Young people have no choice but to fight the system

Wolverhampton Black Lives Matter protest June 2020

Wolverhampton Black Lives Matter protest June 2020   (Click to enlarge: opens in new window)

Helen Pattison, Socialist Party national committee

The killing of George Floyd will be fixed into the minds of our generation as we move into a new period. For many, the recent anti-racist protests were a first taste of the strength of working-class people in struggle.

They might have been some people’s first protests, but for many they won’t be their last. The floodgates have been opened, and young people are beginning to conclude that this system does not work for the majority of them. With racism, division, oppression and poverty, it’s a system that lets us down.

The initial protest movement is beginning to ebb in some cities. But none of the issues which brought people to the protests have been solved, neither police racism nor the conditions in which people live. Therefore, anger will inevitably bring people out to protest again in the future.

Before coronavirus, there was a growing crisis facing working-class and young people. We’ve seen the spread of the gig economy, leaving people in precarious conditions and on poverty pay. There has been a housing crisis, forcing young people to live at home or in overcrowded conditions.

These conditions have also helped the spread of coronavirus, and are partially responsible for the disproportionately high death rates of BAME people.

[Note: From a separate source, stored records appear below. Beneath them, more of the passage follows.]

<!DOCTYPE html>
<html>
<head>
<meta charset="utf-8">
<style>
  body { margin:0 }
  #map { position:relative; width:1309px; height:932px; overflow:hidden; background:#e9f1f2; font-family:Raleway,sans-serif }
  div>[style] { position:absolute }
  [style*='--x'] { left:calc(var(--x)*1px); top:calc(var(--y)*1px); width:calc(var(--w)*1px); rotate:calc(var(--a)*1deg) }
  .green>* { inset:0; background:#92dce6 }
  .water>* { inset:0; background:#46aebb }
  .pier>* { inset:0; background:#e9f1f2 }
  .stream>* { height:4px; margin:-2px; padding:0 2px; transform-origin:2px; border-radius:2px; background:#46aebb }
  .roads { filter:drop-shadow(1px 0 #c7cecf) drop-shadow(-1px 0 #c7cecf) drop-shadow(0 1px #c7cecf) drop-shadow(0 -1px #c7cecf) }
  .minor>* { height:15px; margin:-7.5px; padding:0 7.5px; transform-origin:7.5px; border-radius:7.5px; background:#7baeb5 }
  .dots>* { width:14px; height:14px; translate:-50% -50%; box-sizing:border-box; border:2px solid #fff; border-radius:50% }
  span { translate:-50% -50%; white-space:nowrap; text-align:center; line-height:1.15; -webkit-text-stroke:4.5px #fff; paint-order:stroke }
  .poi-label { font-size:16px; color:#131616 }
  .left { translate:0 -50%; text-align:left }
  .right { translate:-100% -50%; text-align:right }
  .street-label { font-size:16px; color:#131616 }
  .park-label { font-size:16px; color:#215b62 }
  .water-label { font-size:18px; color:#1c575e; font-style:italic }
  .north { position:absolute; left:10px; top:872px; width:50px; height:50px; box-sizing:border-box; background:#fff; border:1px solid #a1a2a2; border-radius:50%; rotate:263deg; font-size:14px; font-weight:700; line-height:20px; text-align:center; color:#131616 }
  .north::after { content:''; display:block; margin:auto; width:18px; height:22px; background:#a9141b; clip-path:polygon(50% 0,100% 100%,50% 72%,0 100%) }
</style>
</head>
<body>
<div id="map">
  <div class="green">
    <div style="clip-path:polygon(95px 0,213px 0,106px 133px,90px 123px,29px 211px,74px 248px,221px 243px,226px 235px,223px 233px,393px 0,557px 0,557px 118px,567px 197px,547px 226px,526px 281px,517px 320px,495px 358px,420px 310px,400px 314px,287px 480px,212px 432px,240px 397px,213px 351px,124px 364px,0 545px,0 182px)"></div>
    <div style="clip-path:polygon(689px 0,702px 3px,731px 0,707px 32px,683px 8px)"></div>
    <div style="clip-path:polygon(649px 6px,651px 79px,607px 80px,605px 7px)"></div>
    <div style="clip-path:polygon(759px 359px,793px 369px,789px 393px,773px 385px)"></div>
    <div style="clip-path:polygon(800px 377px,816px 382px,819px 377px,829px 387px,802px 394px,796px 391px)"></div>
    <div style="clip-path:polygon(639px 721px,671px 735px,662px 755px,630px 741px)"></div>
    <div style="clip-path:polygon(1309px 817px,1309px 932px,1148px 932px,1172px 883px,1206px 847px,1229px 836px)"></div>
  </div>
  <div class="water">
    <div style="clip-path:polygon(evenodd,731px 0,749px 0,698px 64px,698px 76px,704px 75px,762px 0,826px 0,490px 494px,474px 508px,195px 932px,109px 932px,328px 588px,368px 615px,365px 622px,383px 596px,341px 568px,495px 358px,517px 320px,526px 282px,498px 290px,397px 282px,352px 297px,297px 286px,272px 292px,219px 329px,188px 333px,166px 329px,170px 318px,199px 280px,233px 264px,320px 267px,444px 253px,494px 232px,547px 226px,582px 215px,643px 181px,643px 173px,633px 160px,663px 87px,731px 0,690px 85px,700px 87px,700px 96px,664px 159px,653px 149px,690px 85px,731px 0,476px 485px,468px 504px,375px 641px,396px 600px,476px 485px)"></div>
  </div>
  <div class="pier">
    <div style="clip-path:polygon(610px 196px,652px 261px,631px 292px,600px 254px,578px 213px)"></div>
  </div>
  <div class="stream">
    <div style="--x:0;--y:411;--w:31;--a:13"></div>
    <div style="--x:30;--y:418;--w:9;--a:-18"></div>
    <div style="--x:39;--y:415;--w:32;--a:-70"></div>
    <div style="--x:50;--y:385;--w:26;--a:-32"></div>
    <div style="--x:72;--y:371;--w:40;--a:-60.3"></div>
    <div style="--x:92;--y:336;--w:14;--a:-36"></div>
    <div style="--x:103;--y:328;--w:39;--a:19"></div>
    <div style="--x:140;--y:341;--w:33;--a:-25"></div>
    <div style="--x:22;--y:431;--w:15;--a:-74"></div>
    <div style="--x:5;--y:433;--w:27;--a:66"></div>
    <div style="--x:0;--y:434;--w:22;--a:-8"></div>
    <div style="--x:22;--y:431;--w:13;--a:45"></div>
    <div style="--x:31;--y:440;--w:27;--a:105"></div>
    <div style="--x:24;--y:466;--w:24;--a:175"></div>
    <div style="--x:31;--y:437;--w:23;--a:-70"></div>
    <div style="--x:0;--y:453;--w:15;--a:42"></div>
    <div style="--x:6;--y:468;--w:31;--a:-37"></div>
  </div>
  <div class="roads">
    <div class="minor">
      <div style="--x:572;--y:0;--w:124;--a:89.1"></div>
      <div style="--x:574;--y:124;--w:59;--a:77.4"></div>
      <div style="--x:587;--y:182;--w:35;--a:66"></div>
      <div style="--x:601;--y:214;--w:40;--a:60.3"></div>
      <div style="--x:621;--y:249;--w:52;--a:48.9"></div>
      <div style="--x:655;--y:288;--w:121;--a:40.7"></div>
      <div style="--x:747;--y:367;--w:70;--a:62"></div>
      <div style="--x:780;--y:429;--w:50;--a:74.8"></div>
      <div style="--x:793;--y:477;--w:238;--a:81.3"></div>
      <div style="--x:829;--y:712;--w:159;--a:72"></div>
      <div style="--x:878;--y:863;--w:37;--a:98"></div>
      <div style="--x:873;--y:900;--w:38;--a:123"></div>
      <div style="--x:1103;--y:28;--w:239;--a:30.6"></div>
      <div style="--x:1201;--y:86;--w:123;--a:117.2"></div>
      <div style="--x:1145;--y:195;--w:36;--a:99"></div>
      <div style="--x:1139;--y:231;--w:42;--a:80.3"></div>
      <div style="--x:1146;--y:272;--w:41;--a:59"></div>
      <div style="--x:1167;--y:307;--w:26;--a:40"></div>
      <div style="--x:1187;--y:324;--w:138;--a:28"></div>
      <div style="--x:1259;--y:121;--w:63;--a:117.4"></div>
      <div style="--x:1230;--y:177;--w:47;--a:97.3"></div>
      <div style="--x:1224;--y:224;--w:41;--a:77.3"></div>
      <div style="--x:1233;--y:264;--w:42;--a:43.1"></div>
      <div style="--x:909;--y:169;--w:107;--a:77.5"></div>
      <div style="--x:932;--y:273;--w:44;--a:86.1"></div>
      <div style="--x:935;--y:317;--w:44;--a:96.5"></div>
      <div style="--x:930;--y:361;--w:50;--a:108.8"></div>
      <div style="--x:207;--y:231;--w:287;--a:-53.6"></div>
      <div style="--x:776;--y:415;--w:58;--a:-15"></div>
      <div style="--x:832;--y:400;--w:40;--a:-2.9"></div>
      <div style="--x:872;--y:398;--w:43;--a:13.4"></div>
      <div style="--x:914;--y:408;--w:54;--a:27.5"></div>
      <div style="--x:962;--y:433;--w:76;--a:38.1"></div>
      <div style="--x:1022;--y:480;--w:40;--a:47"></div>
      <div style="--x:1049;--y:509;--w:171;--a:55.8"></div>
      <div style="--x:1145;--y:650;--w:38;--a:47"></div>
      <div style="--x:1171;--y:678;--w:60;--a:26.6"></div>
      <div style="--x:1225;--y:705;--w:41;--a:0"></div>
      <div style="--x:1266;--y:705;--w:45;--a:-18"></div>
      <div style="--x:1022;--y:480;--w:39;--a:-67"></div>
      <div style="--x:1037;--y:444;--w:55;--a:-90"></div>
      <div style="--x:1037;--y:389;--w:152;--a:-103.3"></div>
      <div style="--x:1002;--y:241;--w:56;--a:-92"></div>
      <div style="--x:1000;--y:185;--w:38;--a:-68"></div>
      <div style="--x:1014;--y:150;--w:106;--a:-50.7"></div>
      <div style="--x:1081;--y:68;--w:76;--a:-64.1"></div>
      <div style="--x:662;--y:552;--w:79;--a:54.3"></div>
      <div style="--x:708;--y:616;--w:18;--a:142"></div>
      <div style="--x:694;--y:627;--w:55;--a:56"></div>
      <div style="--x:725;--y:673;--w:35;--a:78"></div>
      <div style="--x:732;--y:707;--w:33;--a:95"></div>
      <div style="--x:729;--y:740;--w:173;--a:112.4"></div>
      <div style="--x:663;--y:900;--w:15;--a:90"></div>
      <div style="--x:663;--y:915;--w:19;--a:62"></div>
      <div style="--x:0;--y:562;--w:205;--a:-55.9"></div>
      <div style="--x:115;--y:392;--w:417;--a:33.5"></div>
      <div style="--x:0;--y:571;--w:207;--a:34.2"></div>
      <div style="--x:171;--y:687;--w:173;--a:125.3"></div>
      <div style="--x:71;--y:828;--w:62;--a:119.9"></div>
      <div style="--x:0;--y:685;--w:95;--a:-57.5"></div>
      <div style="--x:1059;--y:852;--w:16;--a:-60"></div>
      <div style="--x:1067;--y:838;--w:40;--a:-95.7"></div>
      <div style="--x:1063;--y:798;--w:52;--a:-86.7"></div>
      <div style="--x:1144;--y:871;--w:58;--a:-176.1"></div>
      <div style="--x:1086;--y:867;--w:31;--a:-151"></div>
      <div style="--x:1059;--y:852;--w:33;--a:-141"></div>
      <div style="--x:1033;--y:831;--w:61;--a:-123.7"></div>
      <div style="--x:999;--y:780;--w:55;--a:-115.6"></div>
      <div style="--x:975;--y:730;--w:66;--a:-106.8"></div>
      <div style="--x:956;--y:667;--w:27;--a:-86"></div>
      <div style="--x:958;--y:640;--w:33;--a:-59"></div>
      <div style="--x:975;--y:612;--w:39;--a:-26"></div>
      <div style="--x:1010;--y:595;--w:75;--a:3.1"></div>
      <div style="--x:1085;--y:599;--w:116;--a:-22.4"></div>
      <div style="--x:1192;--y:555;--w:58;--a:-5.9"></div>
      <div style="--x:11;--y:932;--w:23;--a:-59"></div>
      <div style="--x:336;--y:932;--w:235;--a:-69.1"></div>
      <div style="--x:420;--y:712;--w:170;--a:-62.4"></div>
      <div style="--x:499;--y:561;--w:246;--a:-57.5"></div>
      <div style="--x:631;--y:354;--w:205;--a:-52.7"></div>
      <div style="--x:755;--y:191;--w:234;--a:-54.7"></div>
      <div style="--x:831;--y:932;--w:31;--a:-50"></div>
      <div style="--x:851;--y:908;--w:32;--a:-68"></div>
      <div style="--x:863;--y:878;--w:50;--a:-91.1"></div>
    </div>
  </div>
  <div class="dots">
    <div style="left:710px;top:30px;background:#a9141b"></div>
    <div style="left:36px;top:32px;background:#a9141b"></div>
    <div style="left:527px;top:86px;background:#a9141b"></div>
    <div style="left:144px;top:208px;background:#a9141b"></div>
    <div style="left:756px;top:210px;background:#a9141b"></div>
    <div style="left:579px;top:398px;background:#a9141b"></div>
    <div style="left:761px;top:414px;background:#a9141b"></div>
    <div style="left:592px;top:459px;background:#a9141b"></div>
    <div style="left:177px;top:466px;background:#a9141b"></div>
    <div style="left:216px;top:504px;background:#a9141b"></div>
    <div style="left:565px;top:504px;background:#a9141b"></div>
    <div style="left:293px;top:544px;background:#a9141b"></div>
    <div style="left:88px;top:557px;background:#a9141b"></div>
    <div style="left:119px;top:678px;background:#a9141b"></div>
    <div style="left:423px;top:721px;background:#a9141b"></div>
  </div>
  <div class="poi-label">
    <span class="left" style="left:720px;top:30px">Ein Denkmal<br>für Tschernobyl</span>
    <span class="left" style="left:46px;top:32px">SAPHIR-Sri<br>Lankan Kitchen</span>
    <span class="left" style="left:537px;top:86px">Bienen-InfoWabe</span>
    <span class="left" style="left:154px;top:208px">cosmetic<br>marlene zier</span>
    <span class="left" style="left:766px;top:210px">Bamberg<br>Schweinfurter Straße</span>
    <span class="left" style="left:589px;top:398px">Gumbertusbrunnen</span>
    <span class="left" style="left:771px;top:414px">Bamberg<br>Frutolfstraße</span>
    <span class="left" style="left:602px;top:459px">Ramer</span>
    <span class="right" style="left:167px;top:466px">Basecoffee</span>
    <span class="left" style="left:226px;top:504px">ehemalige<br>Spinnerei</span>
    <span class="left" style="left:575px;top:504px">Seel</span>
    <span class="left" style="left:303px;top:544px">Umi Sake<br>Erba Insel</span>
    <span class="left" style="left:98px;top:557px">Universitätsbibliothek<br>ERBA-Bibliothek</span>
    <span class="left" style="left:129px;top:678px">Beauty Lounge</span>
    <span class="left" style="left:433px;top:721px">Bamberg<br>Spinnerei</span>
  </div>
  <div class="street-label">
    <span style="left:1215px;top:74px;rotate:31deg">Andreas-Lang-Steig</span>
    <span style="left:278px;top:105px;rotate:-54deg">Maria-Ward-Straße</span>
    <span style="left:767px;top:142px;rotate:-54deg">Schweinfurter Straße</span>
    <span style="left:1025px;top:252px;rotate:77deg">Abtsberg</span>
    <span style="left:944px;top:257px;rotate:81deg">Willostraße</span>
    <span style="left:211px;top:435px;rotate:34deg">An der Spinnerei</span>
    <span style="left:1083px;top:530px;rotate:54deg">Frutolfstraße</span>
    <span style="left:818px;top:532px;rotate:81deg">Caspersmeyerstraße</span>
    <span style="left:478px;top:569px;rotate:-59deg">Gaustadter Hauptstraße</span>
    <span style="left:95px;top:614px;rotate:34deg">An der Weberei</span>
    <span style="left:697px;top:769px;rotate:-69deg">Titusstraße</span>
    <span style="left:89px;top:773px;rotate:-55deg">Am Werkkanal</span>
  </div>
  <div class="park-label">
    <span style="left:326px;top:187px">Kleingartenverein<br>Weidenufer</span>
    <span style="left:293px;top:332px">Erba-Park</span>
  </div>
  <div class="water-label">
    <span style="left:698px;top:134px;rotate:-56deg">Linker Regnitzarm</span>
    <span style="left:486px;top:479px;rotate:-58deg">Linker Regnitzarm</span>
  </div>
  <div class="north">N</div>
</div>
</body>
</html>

There have been attempts by the far right to capitalise on the deprivation in society and sow racist division; these have often been countered by local young people who refuse to allow racist protests though their areas.

Even before the recent anti-racist protests, there were international movements against sexism, and a huge outpouring of anger against environmental destruction during the school students’ strikes.

Now young people face rising unemployment because of coronavirus and the economic crisis brought on by the pandemic. As well as this, there is a growing crisis in education, with rising tuition fees and a funding emergency in the universities.

So what will be our generation’s response? From the huge solidarity, unity and anger shown on the anti-racism protests, clearly it will be one of action.

There can be a number of struggles which take up the multitude of issues facing young people. But the thread connecting these struggles will be the need to fight back against a system run in the interest of profit rather than meeting the needs of working-class and young people.

Austerity and cuts made by this and future governments to make us pay for the coronavirus pandemic have to be resisted.

In our workplaces we will have to organise against poverty pay, casualisation, and layoffs. During coronavirus there has already been an influx of people into the trade unions, and new layers organising for safety at work because it was clear both the government and the bosses wanted to put profit before workers’ health.

But we will need to build a bold and fighting trade union movement, fighting to defend every job, for every improvement in pay, terms and conditions, challenging all forms of racism and discrimination and bringing workers together in unity.

Young people are facing the scrap heap of unemployment in their millions. They face being forced to work for their dole, as we’ve seen in the past with ‘workfare’ schemes, with bogus apprenticeships and training schemes.

This is just one way the government will try and make working-class and young people pay for the crisis. We will have to fight for the creation of socially useful jobs, on trade union rates of pay.

Austerity has also left young people without decent support networks or safe places to socialise outside of school. Cuts to leisure centres, libraries and youth clubs must be fought, and local councils should refuse to make cuts to services which the vulnerable, and young people, rely on.

We will have to fight for decently funded and free education. It will mean organising in our schools, colleges and universities, and for fighting students’ unions that bring students together in struggle. It will also mean fighting for a say in what we learn, as well as a say in how our education system is run.

All of these struggles will expose the strength of working and young people to change society. After all, what has the coronavirus crisis exposed? That working people make the wealth in society. When we can’t turn up to work because of lockdown, the economy is in crisis. We have to use that strength to fight for a socialist society, democratically controlled by the working class, and run in our interests. Young people have no choice but to organise to fight for a decent future for all.